The problem
If a line contains "What data does the map screen", it is the last one to write out; begin with the first line of the records and copy each exactly.

Recorded information
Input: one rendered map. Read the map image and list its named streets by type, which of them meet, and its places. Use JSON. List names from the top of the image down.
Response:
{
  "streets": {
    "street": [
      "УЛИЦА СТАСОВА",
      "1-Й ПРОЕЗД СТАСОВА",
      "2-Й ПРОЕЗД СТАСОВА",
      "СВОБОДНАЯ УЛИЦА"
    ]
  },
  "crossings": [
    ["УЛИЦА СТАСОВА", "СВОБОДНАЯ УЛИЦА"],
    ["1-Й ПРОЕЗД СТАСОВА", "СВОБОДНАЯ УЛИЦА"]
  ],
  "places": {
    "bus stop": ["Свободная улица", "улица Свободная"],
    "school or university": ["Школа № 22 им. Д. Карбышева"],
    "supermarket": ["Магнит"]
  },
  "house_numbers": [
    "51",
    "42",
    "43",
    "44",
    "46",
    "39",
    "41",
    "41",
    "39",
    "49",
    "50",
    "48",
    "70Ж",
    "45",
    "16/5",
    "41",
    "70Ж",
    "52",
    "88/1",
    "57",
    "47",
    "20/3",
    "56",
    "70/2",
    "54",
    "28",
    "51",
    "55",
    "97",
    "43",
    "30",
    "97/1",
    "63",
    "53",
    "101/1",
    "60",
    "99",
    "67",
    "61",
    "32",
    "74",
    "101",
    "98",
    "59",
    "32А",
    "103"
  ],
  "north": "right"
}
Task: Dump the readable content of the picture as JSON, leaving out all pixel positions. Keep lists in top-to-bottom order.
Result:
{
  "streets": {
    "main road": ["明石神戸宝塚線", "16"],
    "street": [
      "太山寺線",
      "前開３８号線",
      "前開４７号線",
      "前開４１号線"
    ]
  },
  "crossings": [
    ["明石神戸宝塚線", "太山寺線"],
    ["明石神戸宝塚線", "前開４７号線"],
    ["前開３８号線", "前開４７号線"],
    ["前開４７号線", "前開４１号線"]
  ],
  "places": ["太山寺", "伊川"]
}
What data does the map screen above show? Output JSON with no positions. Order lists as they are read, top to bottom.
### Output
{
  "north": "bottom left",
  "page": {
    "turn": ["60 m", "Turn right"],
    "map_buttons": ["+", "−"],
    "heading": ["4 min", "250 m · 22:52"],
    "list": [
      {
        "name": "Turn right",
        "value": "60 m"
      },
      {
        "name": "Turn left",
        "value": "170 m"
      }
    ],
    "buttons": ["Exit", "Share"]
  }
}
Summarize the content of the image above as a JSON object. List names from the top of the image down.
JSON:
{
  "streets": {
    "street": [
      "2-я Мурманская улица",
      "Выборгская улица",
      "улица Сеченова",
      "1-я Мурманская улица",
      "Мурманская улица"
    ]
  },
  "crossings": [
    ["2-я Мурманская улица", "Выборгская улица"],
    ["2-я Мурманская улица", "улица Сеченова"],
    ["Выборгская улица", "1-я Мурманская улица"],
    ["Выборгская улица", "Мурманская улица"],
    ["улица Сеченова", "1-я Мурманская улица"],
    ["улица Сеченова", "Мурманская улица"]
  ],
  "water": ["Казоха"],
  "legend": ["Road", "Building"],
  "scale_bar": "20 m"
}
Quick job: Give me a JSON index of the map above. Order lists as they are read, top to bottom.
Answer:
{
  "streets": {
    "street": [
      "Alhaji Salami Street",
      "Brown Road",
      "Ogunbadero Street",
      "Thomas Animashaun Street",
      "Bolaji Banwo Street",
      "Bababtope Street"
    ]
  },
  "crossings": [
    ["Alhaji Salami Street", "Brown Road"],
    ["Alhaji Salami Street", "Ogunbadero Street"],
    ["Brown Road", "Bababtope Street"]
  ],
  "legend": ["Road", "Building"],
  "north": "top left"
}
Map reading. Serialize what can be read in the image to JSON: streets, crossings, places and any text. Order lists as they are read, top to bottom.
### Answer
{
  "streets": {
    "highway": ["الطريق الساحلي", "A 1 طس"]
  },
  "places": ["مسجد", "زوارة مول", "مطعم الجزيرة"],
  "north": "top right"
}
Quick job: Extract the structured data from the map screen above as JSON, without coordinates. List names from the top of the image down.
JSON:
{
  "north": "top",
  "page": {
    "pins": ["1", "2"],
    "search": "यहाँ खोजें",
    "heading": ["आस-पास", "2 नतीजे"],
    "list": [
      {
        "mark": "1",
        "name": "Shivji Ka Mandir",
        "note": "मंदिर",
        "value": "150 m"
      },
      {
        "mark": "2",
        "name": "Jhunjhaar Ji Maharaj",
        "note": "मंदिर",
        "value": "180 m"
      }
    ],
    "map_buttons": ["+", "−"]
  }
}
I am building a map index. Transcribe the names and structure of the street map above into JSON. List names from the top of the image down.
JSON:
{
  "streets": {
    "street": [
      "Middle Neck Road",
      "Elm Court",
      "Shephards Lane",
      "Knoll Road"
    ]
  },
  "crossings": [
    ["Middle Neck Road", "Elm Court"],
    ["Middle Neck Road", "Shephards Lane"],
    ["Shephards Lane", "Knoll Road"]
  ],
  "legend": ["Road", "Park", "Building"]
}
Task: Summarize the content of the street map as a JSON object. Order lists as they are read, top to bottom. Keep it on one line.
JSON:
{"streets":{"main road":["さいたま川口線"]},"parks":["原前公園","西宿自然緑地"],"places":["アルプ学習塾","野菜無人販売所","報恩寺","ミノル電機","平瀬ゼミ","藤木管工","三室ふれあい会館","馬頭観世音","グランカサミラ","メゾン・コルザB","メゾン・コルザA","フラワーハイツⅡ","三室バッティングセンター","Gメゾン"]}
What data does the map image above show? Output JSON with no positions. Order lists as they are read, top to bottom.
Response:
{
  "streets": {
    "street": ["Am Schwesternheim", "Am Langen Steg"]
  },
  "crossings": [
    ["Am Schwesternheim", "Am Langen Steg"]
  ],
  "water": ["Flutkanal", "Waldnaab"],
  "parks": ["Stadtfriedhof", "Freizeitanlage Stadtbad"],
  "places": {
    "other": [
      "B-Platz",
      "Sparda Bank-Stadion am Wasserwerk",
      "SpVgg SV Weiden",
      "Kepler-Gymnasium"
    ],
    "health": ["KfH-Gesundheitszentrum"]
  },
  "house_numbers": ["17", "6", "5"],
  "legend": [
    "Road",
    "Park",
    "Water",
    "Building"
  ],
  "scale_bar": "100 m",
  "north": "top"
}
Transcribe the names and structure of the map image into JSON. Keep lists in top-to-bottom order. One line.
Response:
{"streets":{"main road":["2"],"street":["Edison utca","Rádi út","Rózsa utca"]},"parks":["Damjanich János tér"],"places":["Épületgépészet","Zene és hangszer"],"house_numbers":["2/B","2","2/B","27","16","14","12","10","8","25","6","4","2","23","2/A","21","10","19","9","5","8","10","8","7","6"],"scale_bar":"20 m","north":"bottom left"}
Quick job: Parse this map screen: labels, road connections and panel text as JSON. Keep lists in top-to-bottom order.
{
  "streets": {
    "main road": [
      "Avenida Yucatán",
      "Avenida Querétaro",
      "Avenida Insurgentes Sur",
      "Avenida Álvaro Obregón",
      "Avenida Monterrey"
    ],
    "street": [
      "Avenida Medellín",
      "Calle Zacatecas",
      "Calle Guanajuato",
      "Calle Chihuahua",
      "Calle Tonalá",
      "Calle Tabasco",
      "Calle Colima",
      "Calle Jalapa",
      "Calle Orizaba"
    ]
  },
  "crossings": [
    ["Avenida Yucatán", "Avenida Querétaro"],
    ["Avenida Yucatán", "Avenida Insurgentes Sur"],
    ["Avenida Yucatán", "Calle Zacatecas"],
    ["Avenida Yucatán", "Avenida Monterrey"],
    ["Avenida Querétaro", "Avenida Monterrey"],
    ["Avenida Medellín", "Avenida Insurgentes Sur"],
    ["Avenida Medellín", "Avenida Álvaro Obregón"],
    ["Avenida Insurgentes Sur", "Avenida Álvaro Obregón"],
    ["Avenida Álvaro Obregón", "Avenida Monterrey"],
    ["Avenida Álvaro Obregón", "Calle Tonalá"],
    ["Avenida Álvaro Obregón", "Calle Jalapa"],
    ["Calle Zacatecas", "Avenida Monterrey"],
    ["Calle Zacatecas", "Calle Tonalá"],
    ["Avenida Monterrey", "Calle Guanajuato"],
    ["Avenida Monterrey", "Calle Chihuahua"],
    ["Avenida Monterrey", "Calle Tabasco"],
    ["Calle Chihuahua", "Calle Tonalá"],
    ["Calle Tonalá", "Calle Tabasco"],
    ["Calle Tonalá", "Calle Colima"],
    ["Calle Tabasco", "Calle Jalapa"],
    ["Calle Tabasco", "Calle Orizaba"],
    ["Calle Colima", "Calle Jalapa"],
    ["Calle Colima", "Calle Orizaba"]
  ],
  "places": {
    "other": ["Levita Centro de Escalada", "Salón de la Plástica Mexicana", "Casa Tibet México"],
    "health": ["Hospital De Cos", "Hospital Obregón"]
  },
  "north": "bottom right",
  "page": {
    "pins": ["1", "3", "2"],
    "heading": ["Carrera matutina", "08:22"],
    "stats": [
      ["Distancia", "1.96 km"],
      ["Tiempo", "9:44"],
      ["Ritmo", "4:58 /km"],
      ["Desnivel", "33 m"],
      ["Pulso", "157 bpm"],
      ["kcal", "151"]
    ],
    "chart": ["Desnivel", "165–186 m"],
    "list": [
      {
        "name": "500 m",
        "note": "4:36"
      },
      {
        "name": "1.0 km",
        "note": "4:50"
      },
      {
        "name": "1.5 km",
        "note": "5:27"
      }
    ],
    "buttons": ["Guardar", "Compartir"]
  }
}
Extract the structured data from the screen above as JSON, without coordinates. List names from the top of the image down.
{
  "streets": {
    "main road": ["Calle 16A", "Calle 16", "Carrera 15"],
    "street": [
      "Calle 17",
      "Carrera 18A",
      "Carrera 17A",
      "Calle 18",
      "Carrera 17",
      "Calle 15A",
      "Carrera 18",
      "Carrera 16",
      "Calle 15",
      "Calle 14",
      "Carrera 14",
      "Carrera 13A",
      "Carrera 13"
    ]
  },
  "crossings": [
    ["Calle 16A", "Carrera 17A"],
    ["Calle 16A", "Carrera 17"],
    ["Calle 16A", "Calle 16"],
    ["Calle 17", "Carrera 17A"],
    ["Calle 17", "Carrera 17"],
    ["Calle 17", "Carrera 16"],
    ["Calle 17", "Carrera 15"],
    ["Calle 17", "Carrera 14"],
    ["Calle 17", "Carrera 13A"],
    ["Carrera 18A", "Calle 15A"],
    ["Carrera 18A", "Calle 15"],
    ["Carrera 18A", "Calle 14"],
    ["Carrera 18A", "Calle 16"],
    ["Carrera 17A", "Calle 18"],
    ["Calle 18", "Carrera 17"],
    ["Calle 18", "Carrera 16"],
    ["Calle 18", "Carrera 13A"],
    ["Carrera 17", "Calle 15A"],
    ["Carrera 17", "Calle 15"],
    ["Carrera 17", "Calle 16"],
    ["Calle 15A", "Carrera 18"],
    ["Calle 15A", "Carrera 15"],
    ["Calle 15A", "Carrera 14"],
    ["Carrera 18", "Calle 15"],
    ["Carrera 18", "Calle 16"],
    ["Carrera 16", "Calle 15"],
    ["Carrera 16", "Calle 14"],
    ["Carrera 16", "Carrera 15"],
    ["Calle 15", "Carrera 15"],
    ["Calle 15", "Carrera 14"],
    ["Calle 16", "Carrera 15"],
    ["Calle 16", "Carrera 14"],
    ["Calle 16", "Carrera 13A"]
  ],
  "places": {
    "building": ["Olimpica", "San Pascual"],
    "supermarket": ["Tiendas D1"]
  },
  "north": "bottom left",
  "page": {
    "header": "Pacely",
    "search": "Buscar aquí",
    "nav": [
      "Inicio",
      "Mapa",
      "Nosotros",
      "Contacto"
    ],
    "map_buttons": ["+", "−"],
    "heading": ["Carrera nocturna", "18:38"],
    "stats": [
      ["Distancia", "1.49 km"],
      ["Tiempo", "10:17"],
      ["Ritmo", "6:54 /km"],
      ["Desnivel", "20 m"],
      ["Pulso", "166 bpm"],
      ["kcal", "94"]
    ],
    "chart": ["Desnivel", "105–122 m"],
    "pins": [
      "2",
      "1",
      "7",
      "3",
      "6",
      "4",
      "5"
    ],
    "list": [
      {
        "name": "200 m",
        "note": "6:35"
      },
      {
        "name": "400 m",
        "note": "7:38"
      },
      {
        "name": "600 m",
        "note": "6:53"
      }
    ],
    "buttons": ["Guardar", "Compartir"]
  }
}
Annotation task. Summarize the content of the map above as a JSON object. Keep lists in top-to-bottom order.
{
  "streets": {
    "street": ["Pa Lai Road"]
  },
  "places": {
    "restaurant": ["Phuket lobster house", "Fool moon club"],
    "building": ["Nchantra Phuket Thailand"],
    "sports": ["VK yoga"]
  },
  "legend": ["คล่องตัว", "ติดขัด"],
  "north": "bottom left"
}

Solution to the exercise
Input: one rendered map. Read the map image and list its named streets by type, which of them meet, and its places. Use JSON. List names from the top of the image down.
Response:
{
  "streets": {
    "street": [
      "УЛИЦА СТАСОВА",
      "1-Й ПРОЕЗД СТАСОВА",
      "2-Й ПРОЕЗД СТАСОВА",
      "СВОБОДНАЯ УЛИЦА"
    ]
  },
  "crossings": [
    ["УЛИЦА СТАСОВА", "СВОБОДНАЯ УЛИЦА"],
    ["1-Й ПРОЕЗД СТАСОВА", "СВОБОДНАЯ УЛИЦА"]
  ],
  "places": {
    "bus stop": ["Свободная улица", "улица Свободная"],
    "school or university": ["Школа № 22 им. Д. Карбышева"],
    "supermarket": ["Магнит"]
  },
  "house_numbers": [
    "51",
    "42",
    "43",
    "44",
    "46",
    "39",
    "41",
    "41",
    "39",
    "49",
    "50",
    "48",
    "70Ж",
    "45",
    "16/5",
    "41",
    "70Ж",
    "52",
    "88/1",
    "57",
    "47",
    "20/3",
    "56",
    "70/2",
    "54",
    "28",
    "51",
    "55",
    "97",
    "43",
    "30",
    "97/1",
    "63",
    "53",
    "101/1",
    "60",
    "99",
    "67",
    "61",
    "32",
    "74",
    "101",
    "98",
    "59",
    "32А",
    "103"
  ],
  "north": "right"
}
Task: Dump the readable content of the picture as JSON, leaving out all pixel positions. Keep lists in top-to-bottom order.
Result:
{
  "streets": {
    "main road": ["明石神戸宝塚線", "16"],
    "street": [
      "太山寺線",
      "前開３８号線",
      "前開４７号線",
      "前開４１号線"
    ]
  },
  "crossings": [
    ["明石神戸宝塚線", "太山寺線"],
    ["明石神戸宝塚線", "前開４７号線"],
    ["前開３８号線", "前開４７号線"],
    ["前開４７号線", "前開４１号線"]
  ],
  "places": ["太山寺", "伊川"]
}
What data does the map screen above show? Output JSON with no positions. Order lists as they are read, top to bottom.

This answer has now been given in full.